John David: LMI Taking Long View of Biosecurity, CWMD Threats
December 19, 2019LMI Staff
Can you provide an example?
Around 2009, [Tauri] teamed with the Transformational Medical Technologies Initiative in the Department of Defense (DoD). We were investigating the Ebola virus as a potential threat and working on what a therapeutic might look like. This was years before Ebola was recognized as it is today. When the major West Africa outbreak struck in 2014, significant research and development for therapeutics and diagnostics had been conducted by another client, the Joint Program Manager for Medical Countermeasure Systems. DoD and the Centers for Disease Control and Prevention brought a diagnostic tool into the field that our team had helped develop. R&D advancements in the years before the outbreak enabled the U.S. to respond more quickly and effectively than it might have otherwise.
How does LMI’s broader organization support your work in National Security Science & Technology?
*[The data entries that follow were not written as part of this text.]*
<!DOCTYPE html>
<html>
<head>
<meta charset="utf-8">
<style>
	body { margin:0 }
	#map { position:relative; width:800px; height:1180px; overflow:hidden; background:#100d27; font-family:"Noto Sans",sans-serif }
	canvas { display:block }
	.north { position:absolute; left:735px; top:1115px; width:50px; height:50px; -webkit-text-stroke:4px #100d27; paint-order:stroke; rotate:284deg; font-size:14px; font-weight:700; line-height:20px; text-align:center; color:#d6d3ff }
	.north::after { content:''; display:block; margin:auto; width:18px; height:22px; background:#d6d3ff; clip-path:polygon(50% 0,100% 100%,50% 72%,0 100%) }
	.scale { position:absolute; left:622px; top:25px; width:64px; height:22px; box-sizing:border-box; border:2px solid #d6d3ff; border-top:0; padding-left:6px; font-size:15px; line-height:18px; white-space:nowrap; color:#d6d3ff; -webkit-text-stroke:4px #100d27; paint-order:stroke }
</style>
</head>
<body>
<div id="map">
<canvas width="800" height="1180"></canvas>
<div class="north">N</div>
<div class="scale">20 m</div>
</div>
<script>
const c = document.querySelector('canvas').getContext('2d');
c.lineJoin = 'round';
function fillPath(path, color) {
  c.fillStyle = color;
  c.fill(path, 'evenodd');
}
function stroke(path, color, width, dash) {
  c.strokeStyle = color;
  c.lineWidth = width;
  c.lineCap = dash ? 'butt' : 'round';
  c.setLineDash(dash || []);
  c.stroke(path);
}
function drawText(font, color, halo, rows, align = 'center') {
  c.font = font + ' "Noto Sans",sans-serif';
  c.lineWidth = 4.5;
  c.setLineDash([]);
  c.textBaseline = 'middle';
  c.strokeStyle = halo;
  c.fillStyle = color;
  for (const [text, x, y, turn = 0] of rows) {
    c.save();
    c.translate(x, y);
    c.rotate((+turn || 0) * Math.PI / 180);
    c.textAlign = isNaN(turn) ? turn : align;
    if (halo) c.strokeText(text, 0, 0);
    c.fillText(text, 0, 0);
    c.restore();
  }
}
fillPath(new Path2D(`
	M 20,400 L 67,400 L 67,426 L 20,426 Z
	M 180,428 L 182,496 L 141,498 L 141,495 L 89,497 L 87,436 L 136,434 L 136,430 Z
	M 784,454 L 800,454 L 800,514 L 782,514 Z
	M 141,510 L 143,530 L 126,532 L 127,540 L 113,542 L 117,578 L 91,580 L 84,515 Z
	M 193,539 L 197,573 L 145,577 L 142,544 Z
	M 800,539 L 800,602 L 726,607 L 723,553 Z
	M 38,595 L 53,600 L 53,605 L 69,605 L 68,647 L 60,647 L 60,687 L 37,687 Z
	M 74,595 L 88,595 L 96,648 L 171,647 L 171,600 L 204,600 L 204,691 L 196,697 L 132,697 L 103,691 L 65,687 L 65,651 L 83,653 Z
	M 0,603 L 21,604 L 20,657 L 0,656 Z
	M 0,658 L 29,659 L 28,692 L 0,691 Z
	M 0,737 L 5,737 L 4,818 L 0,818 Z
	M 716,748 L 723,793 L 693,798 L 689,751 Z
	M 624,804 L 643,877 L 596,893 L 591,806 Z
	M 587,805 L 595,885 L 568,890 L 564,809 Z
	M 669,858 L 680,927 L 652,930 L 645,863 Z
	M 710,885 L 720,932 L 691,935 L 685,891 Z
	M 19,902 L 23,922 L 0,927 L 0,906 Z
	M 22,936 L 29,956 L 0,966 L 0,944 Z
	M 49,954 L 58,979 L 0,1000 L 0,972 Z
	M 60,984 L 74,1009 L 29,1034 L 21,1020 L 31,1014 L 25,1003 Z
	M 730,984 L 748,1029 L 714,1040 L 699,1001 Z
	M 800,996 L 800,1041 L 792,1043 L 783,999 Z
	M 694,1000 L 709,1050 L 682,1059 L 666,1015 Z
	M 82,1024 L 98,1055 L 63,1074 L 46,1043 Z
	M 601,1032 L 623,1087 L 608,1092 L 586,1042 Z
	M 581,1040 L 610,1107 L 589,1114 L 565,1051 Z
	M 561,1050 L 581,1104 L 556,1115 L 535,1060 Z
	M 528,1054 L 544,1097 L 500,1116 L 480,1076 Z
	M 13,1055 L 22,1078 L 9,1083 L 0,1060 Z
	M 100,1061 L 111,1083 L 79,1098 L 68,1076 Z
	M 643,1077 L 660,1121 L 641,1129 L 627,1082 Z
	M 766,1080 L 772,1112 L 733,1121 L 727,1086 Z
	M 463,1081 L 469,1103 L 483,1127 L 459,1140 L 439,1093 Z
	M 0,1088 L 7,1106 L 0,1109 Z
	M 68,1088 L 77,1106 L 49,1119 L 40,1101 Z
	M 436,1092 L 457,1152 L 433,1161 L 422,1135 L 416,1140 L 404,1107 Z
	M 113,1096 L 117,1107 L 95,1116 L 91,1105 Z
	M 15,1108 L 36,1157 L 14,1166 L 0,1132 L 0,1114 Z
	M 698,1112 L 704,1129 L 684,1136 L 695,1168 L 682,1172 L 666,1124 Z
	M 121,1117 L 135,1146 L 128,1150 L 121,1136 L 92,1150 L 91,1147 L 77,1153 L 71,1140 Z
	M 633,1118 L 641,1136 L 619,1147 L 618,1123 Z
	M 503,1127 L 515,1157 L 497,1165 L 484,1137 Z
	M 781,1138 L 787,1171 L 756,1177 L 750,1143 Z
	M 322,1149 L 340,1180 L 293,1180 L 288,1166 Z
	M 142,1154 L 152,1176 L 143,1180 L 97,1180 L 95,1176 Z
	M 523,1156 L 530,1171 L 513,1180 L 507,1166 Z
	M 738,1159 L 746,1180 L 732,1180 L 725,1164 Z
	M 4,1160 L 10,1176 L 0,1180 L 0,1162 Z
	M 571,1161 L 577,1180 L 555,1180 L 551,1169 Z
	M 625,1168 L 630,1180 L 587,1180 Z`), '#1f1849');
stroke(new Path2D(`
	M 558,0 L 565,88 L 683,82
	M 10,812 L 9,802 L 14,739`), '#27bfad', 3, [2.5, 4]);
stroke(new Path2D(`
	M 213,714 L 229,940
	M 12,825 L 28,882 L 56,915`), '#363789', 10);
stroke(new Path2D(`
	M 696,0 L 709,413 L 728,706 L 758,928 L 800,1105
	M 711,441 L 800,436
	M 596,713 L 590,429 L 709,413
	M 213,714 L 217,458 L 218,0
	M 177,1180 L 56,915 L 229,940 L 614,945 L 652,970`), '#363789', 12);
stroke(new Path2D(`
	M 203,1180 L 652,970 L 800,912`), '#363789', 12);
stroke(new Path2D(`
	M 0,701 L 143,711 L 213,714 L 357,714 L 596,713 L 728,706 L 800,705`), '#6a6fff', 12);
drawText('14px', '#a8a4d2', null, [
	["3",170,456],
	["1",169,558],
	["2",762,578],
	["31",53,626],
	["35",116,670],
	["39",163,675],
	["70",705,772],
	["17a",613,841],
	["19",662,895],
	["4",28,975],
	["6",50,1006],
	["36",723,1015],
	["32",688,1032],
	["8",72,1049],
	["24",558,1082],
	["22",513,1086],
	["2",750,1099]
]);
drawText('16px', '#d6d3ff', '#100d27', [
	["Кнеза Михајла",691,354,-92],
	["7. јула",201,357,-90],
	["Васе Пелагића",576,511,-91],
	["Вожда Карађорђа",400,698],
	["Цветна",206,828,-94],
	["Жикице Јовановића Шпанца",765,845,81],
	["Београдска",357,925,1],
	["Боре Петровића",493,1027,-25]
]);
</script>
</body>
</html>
You’re not going to take a scientist or engineer and say, “You’re solving this problem alone.” Scientists have always operated as part of a larger team, and we have a tremendous team at LMI. We rely on experts in data science, software solutions and digital architectures, and logistics to enable experimentation and perform data analysis. From the creation of virtual CBRN environments that evaluate prototyped capabilities to advanced analytics platforms that enable us to collect, curate, and parse enormous data sets seeking critical kernels of information, it’s a team effort. The collection, management, and dissemination of knowledge is integral to engineering scientific breakthroughs—in the age of big data, it’s more essential than ever.